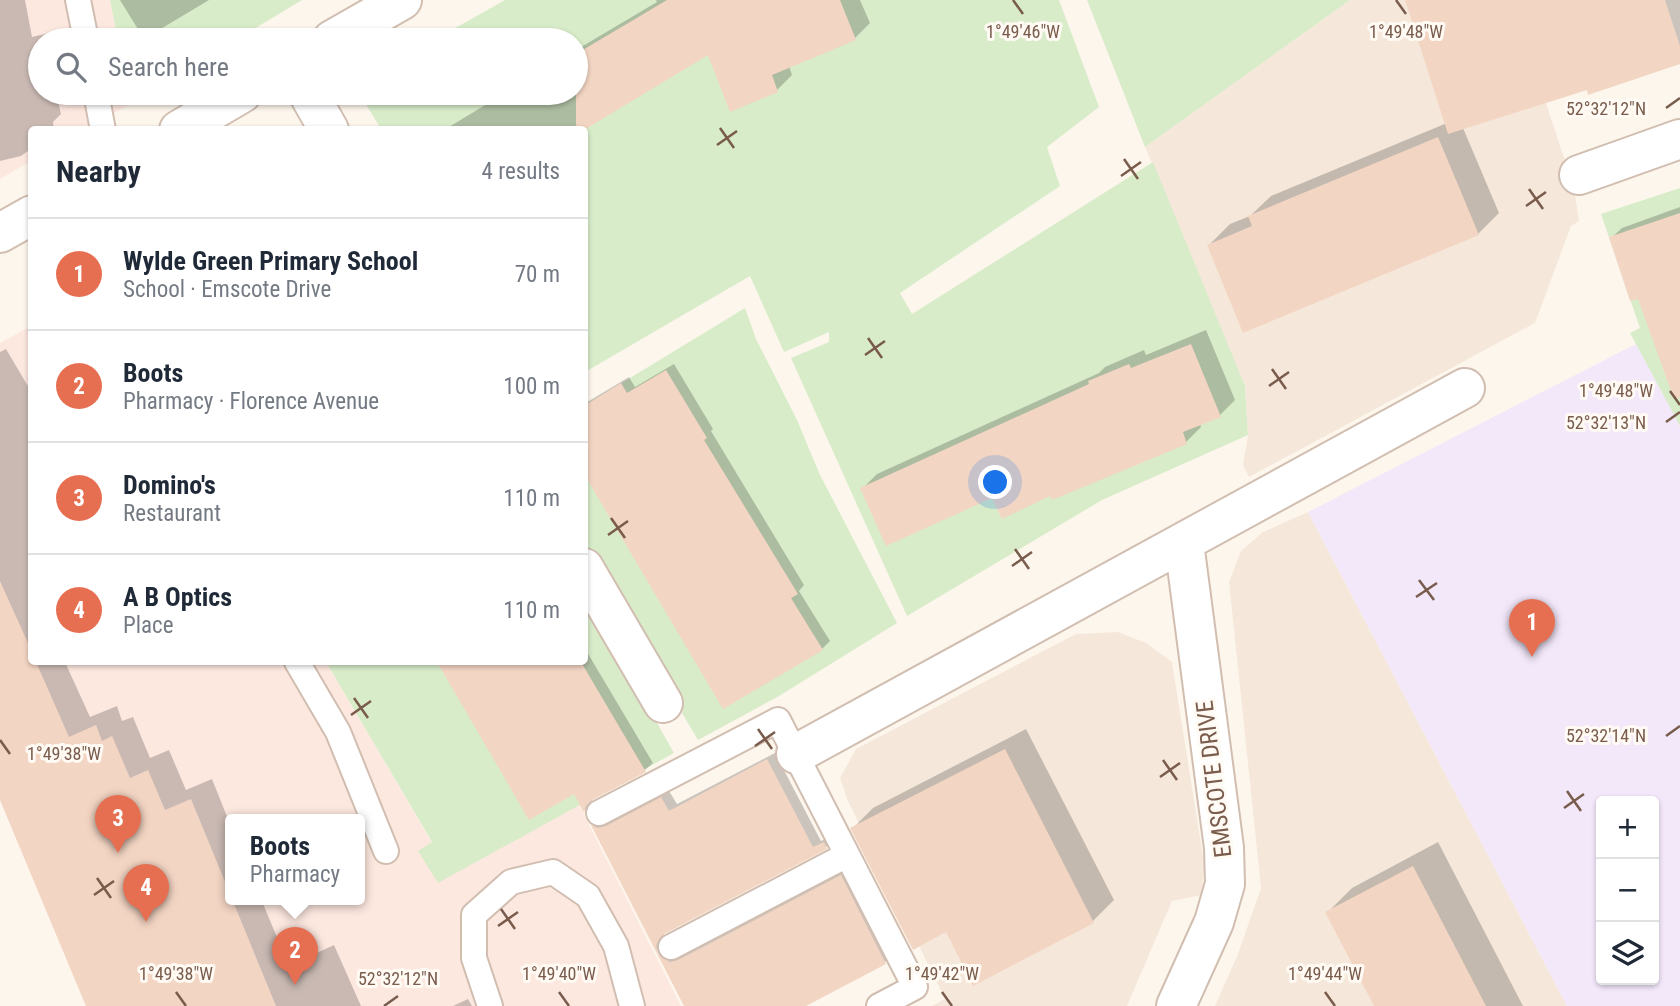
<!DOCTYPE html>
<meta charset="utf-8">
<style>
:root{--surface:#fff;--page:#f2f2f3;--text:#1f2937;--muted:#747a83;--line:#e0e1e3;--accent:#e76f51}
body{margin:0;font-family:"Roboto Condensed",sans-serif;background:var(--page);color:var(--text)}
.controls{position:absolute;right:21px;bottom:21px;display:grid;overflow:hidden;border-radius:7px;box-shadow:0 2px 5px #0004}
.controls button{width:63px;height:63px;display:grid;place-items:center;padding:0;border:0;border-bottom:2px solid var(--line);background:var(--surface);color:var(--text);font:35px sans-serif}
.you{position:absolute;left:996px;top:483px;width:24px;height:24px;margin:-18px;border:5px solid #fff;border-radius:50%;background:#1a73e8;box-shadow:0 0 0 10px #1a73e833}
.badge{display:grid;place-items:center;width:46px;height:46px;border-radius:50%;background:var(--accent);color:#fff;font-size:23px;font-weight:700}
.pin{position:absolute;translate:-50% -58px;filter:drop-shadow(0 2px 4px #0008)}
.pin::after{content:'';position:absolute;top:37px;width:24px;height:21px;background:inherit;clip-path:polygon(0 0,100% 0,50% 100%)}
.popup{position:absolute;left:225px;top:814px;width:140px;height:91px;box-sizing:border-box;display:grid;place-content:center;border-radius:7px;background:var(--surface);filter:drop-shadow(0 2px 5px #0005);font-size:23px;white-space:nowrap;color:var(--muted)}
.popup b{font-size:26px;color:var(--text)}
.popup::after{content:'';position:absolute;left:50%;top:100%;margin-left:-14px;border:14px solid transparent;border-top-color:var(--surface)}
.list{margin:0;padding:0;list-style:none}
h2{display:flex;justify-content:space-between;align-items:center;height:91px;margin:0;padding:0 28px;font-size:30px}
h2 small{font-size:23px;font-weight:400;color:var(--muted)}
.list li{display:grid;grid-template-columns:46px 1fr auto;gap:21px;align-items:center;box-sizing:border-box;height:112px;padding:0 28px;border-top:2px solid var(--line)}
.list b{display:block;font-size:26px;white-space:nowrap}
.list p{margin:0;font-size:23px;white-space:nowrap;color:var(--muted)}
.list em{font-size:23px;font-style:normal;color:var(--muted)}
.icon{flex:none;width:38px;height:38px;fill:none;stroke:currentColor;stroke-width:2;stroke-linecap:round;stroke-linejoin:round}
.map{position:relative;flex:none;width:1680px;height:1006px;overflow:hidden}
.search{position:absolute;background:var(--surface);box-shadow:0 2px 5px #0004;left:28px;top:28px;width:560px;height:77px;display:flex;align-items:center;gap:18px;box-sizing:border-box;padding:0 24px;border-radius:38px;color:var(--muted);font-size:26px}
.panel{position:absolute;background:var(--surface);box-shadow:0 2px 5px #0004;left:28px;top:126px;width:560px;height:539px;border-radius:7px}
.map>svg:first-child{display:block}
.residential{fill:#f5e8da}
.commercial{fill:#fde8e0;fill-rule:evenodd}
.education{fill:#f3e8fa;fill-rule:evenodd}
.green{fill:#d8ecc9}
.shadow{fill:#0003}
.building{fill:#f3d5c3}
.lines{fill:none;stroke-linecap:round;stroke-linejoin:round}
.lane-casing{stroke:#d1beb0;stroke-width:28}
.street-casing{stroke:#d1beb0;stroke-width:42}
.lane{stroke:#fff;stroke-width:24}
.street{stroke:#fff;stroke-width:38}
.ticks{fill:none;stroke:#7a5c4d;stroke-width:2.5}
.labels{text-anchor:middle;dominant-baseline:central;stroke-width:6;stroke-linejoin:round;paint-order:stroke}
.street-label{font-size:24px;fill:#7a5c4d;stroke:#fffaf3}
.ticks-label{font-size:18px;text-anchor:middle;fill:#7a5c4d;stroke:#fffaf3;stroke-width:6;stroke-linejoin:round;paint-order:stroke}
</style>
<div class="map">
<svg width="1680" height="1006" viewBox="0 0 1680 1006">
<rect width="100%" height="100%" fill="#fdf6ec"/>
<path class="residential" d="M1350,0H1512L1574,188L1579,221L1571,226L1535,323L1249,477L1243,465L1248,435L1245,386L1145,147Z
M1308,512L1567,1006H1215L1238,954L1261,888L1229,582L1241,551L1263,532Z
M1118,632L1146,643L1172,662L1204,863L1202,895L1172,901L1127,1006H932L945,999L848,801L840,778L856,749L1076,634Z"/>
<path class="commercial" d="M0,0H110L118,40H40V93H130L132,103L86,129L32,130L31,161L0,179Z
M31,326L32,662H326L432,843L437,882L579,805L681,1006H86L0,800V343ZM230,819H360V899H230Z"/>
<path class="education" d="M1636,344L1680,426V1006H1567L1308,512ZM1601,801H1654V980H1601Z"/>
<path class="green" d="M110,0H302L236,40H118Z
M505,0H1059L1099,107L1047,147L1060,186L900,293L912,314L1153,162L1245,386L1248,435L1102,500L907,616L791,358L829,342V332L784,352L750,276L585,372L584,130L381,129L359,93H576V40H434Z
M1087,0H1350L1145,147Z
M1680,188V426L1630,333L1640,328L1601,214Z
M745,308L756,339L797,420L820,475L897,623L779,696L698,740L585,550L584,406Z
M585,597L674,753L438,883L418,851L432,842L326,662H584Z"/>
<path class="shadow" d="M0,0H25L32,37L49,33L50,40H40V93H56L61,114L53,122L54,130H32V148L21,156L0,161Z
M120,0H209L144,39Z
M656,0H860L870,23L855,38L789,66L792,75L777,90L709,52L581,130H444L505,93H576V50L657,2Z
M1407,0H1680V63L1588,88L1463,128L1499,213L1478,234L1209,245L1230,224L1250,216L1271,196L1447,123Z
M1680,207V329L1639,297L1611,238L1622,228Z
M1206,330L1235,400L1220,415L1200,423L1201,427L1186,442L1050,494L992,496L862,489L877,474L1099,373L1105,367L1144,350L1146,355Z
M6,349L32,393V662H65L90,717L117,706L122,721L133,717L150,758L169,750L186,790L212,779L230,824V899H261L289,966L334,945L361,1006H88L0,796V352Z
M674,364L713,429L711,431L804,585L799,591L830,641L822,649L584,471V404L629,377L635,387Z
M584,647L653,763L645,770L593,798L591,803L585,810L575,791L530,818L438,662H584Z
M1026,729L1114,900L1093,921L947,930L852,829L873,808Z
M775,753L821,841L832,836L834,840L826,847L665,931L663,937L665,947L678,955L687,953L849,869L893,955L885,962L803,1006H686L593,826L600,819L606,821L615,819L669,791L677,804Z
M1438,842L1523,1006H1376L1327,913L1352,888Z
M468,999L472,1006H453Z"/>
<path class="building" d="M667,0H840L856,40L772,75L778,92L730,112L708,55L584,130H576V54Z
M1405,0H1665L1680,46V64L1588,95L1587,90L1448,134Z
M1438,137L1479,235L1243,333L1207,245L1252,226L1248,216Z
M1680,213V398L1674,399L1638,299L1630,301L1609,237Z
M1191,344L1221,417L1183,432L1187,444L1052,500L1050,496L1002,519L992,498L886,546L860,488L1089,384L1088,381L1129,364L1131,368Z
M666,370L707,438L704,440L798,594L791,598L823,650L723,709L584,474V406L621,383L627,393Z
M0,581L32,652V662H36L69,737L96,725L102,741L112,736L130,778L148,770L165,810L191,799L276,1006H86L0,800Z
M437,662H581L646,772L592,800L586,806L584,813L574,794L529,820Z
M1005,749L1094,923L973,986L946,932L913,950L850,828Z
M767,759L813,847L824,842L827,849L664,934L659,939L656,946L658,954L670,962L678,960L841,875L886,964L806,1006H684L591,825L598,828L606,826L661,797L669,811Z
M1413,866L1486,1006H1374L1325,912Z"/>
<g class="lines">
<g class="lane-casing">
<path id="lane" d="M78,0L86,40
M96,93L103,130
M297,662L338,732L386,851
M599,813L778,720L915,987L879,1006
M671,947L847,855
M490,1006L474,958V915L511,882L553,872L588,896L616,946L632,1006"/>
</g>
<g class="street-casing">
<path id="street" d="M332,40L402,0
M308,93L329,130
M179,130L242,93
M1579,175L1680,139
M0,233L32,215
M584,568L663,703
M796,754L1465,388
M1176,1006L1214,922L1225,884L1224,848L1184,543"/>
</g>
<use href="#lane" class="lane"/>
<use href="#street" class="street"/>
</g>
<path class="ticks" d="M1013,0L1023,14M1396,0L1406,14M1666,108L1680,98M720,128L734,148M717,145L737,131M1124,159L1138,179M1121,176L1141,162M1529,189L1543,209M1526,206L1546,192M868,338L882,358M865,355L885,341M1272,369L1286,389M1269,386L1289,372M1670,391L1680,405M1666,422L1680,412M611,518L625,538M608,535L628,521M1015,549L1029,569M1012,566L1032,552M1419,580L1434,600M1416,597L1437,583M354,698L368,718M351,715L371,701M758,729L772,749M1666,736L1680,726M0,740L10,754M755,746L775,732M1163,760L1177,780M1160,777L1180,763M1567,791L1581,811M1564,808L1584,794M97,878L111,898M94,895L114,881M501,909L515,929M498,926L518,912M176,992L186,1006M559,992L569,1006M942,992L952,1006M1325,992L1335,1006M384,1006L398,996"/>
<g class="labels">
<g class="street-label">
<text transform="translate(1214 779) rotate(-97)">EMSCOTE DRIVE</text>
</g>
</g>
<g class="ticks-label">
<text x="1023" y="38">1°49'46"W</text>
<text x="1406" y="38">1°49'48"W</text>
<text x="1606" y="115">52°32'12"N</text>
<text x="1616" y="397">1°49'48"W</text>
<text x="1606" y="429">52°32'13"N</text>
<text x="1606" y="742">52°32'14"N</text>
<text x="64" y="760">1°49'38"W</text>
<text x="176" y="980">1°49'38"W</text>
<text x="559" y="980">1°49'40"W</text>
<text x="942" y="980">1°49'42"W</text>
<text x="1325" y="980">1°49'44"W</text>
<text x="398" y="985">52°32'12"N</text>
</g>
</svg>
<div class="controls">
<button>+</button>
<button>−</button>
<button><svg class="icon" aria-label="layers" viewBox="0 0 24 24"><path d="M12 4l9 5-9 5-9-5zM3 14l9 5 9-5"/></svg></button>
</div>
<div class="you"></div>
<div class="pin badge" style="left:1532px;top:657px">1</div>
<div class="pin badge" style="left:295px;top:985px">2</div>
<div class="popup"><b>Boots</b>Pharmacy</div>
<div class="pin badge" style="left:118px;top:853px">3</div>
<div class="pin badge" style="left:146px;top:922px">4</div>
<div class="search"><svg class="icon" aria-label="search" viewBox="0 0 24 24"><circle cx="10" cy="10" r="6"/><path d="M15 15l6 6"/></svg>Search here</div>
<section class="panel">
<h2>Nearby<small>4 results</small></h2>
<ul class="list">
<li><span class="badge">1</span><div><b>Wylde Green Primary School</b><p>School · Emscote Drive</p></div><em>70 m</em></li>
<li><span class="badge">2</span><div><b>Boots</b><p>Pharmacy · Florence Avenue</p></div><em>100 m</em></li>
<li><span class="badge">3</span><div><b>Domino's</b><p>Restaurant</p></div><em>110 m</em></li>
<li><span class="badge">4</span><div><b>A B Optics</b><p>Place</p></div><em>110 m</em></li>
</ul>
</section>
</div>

Your instructions:
Go through the material and copy each line that contains "filter".

Result of this task:
.pin{position:absolute;translate:-50% -58px;filter:drop-shadow(0 2px 4px #0008)}
.popup{position:absolute;left:225px;top:814px;width:140px;height:91px;box-sizing:border-box;display:grid;place-content:center;border-radius:7px;background:var(--surface);filter:drop-shadow(0 2px 5px #0005);font-size:23px;white-space:nowrap;color:var(--muted)}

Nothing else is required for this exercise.